Data and Analytics

Social Network Analysis Part 2

This post is a follow up of Part I’s Social Network Analysis and explore the construction of the network itself.

Sentiment Graph

Sentiment Graph

The above network diagram has too many edges and nodes to be able to interpret or understand anything but it is evident that some nodes on the edges have very limited connectivity compared to the nodes in the centre. The nodes or users on the outer edges tend to be some of the larger news agencies whose content is not strictly local and therefore a bit diluted in content.

The edges are weighted based on the number of connections between users and then normalized by the number of maximum connections of a user with any other user within the network. This corresponds to the user with screen name “gumede783” who had over 97 000 connections over the time period we looked at. This seems like an unexplained outlier that we should ignore - until we look more closely at his content which is all politically motivated, varied in opinions and content and varied in time between postings, leading us to the conclusion that this is not a bot. We believe that this is an important character that can’t be discarded. This account is not a verified one and therefore we cannot definitively state who this user is.

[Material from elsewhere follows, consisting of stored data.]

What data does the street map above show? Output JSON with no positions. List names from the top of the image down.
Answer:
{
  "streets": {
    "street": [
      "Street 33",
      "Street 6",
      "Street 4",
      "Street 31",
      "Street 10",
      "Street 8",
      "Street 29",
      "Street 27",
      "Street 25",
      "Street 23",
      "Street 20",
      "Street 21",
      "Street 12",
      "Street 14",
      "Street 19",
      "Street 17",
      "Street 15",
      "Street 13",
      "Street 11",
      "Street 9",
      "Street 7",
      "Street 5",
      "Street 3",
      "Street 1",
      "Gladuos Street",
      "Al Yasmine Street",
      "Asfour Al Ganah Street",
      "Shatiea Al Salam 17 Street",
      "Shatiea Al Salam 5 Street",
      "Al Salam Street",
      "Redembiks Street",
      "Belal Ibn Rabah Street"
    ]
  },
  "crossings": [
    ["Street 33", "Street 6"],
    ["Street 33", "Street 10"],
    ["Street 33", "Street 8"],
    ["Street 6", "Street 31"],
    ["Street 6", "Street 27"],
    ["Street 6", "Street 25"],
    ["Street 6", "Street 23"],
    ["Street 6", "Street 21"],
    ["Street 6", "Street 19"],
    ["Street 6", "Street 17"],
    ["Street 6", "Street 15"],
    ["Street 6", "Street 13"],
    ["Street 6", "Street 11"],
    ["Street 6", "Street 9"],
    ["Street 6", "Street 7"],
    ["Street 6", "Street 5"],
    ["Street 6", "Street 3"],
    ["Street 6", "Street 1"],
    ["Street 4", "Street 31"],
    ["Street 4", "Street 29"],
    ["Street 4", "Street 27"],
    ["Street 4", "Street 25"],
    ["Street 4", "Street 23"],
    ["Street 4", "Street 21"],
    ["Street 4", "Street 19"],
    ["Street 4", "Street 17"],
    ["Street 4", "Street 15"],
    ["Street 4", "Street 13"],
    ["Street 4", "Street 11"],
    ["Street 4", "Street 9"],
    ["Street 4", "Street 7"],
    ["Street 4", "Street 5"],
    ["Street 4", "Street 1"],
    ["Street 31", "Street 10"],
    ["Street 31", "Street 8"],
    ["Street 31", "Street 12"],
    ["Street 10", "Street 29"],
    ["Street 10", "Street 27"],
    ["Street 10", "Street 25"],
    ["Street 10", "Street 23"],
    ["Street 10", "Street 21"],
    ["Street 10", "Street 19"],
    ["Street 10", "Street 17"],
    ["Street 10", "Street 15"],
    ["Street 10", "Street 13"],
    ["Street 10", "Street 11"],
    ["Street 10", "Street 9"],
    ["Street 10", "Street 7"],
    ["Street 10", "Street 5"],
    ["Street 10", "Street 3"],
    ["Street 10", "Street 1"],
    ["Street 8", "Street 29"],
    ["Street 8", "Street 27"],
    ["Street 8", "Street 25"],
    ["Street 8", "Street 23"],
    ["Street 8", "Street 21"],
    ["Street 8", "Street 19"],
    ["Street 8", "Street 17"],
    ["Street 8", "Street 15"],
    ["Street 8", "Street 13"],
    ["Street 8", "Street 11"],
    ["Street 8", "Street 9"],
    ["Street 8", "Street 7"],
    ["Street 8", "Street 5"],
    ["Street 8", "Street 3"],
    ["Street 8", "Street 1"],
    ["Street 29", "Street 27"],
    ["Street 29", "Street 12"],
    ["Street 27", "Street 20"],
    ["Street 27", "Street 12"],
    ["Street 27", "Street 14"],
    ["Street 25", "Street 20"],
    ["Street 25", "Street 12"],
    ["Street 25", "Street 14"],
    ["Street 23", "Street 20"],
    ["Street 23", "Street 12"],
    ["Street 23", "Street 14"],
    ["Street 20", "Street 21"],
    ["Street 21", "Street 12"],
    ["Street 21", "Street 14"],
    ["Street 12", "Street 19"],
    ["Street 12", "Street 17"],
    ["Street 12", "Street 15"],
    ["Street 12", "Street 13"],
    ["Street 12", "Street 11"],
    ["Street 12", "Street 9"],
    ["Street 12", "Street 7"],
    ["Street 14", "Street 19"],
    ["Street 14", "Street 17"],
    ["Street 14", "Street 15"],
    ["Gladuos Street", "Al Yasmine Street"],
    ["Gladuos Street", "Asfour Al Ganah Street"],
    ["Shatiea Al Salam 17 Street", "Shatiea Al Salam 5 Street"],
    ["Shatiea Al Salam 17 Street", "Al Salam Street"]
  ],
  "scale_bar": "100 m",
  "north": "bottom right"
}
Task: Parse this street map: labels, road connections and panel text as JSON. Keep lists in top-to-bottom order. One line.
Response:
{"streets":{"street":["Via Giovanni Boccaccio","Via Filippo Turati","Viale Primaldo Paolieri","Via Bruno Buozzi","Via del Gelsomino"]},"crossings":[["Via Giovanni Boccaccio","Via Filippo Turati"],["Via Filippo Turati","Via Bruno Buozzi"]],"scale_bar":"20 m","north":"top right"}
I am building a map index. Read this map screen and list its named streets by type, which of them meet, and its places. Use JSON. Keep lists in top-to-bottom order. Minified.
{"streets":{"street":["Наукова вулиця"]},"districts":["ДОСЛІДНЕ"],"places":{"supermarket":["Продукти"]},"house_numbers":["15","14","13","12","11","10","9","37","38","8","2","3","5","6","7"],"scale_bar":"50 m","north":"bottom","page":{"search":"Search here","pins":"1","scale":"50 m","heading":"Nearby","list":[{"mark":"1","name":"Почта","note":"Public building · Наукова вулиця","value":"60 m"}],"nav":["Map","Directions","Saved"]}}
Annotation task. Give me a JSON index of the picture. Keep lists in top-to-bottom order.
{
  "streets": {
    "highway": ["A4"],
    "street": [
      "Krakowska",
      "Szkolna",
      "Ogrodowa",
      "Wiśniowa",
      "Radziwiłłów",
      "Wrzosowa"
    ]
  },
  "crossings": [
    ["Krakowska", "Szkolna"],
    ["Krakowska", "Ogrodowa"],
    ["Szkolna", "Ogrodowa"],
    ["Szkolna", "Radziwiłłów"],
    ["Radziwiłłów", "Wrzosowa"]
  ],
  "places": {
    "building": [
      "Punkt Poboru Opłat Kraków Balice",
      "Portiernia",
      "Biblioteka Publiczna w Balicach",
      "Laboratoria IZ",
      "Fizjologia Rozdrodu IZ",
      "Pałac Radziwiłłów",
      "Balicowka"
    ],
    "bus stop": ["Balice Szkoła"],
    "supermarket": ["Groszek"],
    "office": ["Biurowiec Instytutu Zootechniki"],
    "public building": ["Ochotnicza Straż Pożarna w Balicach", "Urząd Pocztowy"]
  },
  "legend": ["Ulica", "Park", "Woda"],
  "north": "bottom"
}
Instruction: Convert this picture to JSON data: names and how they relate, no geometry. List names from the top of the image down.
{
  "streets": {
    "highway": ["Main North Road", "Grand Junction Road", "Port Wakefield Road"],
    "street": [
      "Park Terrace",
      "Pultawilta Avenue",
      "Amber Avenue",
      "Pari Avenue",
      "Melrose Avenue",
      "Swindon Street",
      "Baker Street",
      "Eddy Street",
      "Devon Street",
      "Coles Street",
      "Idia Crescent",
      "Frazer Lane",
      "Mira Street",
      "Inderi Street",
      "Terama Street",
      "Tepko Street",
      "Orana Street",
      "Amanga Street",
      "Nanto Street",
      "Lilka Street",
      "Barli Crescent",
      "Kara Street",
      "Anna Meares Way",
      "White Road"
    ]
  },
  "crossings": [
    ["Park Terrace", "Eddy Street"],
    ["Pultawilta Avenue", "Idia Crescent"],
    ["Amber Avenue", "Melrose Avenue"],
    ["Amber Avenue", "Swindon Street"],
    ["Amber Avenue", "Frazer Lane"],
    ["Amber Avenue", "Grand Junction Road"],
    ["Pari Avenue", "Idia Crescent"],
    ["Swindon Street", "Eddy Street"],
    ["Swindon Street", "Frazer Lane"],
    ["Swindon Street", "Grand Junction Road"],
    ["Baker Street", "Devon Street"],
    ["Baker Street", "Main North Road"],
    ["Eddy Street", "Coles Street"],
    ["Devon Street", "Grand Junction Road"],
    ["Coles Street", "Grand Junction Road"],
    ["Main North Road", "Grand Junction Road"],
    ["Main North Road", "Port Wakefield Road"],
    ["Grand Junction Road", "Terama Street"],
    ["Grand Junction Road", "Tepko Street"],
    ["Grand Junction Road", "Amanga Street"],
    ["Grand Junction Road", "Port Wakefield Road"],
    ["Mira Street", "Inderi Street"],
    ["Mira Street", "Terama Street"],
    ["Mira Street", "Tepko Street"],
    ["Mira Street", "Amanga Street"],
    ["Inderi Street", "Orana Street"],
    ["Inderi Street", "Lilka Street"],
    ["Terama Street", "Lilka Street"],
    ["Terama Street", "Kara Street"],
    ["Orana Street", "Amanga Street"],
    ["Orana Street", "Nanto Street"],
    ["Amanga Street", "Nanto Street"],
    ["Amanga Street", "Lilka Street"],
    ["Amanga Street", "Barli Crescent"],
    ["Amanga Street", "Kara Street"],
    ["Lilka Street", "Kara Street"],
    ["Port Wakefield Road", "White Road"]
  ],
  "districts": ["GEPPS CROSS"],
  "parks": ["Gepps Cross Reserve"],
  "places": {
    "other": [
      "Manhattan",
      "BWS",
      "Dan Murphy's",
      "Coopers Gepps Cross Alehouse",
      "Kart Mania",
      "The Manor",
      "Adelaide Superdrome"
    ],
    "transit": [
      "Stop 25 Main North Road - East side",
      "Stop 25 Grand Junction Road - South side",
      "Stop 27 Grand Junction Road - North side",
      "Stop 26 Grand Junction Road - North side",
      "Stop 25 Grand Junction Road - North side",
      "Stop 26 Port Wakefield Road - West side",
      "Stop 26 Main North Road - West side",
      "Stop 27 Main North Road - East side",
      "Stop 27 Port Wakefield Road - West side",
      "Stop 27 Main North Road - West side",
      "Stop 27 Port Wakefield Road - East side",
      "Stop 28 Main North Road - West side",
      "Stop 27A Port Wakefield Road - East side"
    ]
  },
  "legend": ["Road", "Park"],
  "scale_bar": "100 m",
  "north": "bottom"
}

We focused on influential users specifically and therefore look at a graph measure called ‘eigenvector centrality’. The premise of this is that not all connections are equal and connections to other influential people will then make the person connected, have a greater influence [1]. This measure looks at the number and the quality of the connections each node has. The eigenvector centrality approach is used by Google in order to ranks their web pages. The colour of the nodes corresponds to their eigenvector centrality. The purple nodes have zero centrality, meaning that they are not influential in our context, while the black nodes have the most influence. The same key used above is shown below for more clarity.

Sentiment Graph

We cleaned the network diagram up and removed some of the noise to allow us to focus on creating an analytical view that would allow us to extract the information we were after. Our next version of the network analysis used the same colour of the node as discussed, however we also included the size of the node which is now proportional to how many incoming connections a node has. This means people may be their posts, tweeting to them directly or mentioning them in texts or hashtags often. The largest of the nodes is Hellen Zille, Zizi Kodwa (ANC spokesperson) and EWNreporter all of which have large personas. This can be seen in our updated network diagram below:

Sentiment Graph

To clean up the network diagram to another version and make a smaller community, we remove the purple nodes as well as the nodes with low eigenvector centralities. The most important users according to our calculations are as follows:

Sentiment Graph

The above table shows the most influential users within the network according to our methodological approach.